* TASK GOAL: Whenever a line of the entries below holds the string "Amlapura", copy that line and return it.

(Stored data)
*** Begin section ***
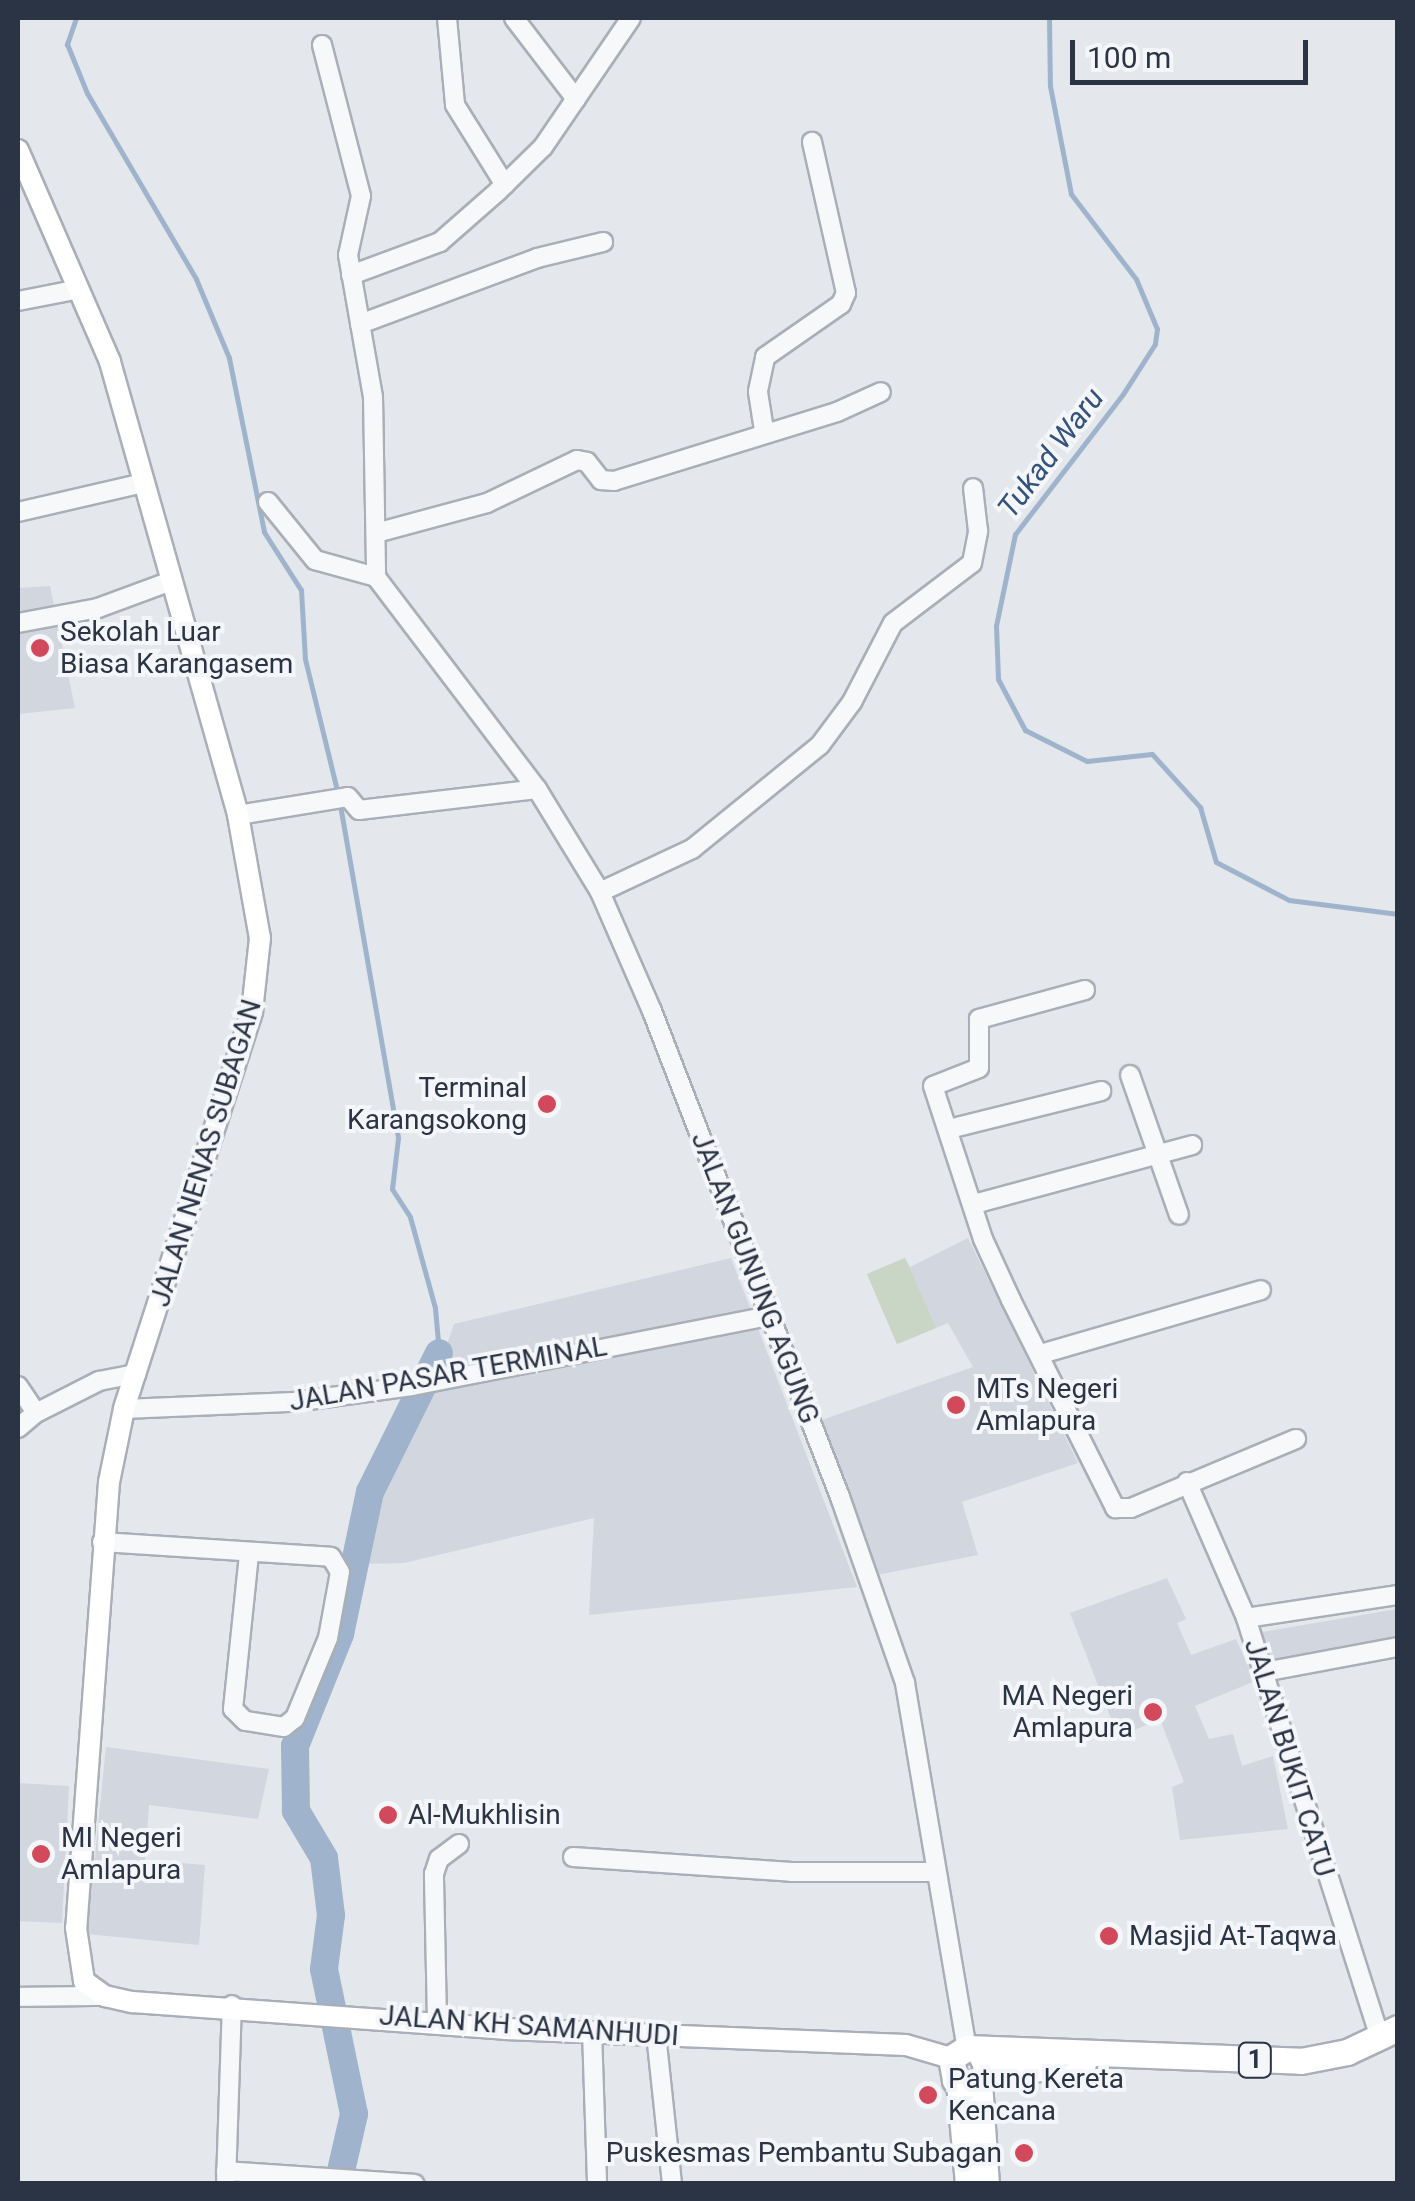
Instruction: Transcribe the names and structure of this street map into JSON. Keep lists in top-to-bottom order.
{
  "streets": {
    "highway": ["1"],
    "main road": ["JALAN NENAS SUBAGAN", "JALAN KH SAMANHUDI"],
    "street": ["JALAN GUNUNG AGUNG", "JALAN PASAR TERMINAL", "JALAN BUKIT CATU"]
  },
  "crossings": [
    ["JALAN NENAS SUBAGAN", "JALAN PASAR TERMINAL"],
    ["JALAN NENAS SUBAGAN", "JALAN KH SAMANHUDI"],
    ["JALAN GUNUNG AGUNG", "JALAN PASAR TERMINAL"],
    ["JALAN GUNUNG AGUNG", "JALAN KH SAMANHUDI"],
    ["JALAN GUNUNG AGUNG", "1"],
    ["JALAN BUKIT CATU", "1"],
    ["JALAN KH SAMANHUDI", "1"]
  ],
  "water": ["Tukad Waru"],
  "places": [
    "Sekolah Luar Biasa Karangasem",
    "Terminal Karangsokong",
    "MTs Negeri Amlapura",
    "MA Negeri Amlapura",
    "Al-Mukhlisin",
    "MI Negeri Amlapura",
    "Masjid At-Taqwa",
    "Patung Kereta Kencana",
    "Puskesmas Pembantu Subagan"
  ],
  "scale_bar": "100 m"
}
*** End section ***
* EXERCISE OUTPUT:
    "MTs Negeri Amlapura",
    "MA Negeri Amlapura",
    "MI Negeri Amlapura",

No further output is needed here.